C’è anche un aneddoto che definisce la sua personalità più di mille discorsi. Louis, il fratello maggiore, racconta la volta in cui lo portò a Beaubien Woods, una gita avventata fatta di burroni e sentieri nascosti. Lì finirono circondati da una gang di ragazzini che pretendevano le loro bici e minacciavano di buttarli nel fiume. Il pericolo era reale, i due erano soli, ma il piccolo Rob scese dalla bici e disse: “Lascia che ci parli io”. Dieci minuti dopo, erano tutti amici. Di che cosa avesse parlato, non lo si è mai capito. E forse non importa. È la traccia di un talento naturale: parlare alle persone, intuire cosa temono, cosa desiderano, cosa li calma.
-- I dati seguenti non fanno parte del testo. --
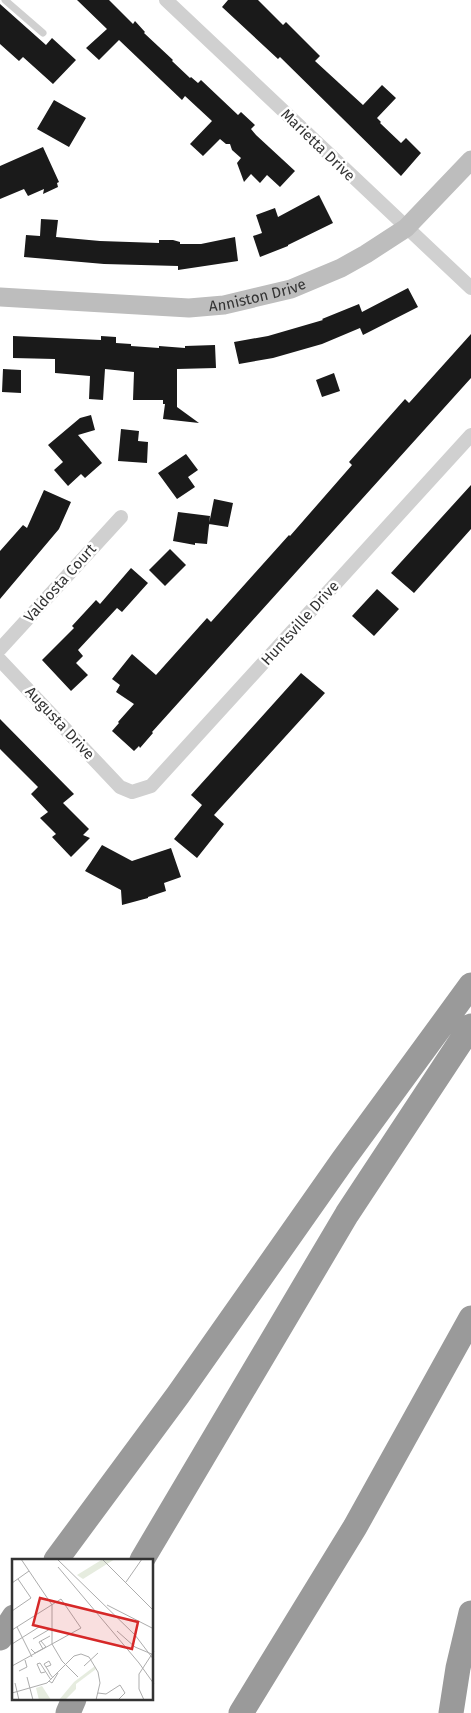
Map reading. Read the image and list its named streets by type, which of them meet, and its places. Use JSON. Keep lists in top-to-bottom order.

Il documentario scorre su questa doppia linea: da un lato il ragazzo cresciuto nel crocevia culturale di Chicago, dall’altro l’uomo che non ha mai cercato una carriera ecclesiastica, ma l’ha incontrata strada facendo. Potrebbe sembrare retorica, ma le testimonianze degli amici lo confermano: Prevost non voleva brillare, non puntava a titoli accademici prestigiosi, non cercava incarichi di potere. Avrebbe potuto insegnare, sì, e in università importanti. Avrebbe potuto dirigere centri teologici o ricoprire ruoli chiave in diocesi influenti. Ma niente di tutto questo lo attirava. Scelse invece la strada più scomoda: diventare missionario in Perù.

Decenni tra le comunità più povere, fra coste battute dal vento pacifico, parrocchie isolate, villaggi dove la fede è insieme sostegno e fatica quotidiana. Una missione vissuta senza eroismi, raccontano nel documentario, ma con una calma operosa, la stessa di quel bambino che parlava con le gang. È lì che spuntano la leadership naturale, la capacità di ascolto, il rispetto silenzioso che genera consenso. Qualità che portarono l’ordine agostiniano a eleggerlo generale per dodici anni.

Eppure, agli inizi del 2023, Prevost era ancora soltanto il vescovo di una diocesi remota, affacciata sul Pacifico. Nessuno, né a Chicago né a Roma, immaginava un cammino più grande. Poi arrivò la chiamata di Francesco, il Dicastero dei vescovi, la porpora cardinalizia, e appena venti mesi dopo l’elezione nella Sistina.

“Leo from Chicago” non vuole mitizzarlo, né trasformarlo in un personaggio da fumetto. Ma mette in scena un pontefice che viene da un altrove molto diverso. Un uomo cresciuto fra rosari recitati dopo cena e panini grondanti formaggio, fra le highway illuminate e gli altari improvvisati in cantina. Un Papa che ha sempre creduto, senza mai voler emergere. Un uomo che – come suggerisce quel vecchio fotogramma con gli occhiali neri – sembra davvero arrivato qui perché “in missione per conto di Dio”, ma senza averla mai cercata.